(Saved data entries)
########

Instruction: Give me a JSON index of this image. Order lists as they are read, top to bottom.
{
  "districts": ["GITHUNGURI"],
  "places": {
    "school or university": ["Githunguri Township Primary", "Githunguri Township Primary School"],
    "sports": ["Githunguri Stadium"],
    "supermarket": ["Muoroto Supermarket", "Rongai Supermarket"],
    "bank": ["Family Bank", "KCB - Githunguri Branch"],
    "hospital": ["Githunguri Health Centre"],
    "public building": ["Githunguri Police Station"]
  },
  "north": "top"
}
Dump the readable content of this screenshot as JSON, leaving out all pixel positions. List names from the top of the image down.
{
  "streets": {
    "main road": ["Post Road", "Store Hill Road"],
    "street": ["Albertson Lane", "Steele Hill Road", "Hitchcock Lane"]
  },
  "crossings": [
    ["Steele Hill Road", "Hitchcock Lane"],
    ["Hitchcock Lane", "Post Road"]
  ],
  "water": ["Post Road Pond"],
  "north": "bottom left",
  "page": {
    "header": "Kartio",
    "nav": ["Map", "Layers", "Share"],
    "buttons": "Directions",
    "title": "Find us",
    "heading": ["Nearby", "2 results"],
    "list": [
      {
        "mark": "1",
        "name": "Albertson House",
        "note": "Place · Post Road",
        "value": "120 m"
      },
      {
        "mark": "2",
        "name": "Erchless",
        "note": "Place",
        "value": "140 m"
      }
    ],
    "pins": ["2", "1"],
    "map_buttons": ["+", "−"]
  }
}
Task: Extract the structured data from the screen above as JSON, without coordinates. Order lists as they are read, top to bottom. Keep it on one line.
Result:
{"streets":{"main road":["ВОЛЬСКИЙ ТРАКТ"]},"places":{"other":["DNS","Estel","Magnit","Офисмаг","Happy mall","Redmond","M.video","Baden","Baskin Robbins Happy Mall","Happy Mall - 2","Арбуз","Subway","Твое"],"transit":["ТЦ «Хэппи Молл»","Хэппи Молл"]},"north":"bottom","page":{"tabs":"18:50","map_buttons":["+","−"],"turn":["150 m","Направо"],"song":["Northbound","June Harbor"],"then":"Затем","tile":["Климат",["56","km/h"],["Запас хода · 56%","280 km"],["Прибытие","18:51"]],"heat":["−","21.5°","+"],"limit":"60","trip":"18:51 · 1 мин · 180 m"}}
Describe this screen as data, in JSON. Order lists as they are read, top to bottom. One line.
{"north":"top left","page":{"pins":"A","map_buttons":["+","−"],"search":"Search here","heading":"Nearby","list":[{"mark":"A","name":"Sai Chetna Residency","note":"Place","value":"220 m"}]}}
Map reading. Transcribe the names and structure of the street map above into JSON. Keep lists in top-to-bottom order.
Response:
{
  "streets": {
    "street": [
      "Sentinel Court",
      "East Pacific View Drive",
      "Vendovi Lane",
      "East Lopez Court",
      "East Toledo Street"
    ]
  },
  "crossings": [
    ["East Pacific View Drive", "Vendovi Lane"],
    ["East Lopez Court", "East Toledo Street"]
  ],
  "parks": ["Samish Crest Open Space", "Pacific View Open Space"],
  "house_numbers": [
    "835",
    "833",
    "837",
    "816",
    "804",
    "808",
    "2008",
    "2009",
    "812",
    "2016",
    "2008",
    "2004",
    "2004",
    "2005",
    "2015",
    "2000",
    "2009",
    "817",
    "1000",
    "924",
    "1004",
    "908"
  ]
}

########

Your objective
Look through the records for the string "above". Copy every line that has it.

Result of this exercise
Task: Extract the structured data from the screen above as JSON, without coordinates. Order lists as they are read, top to bottom. Keep it on one line.
Map reading. Transcribe the names and structure of the street map above into JSON. Keep lists in top-to-bottom order.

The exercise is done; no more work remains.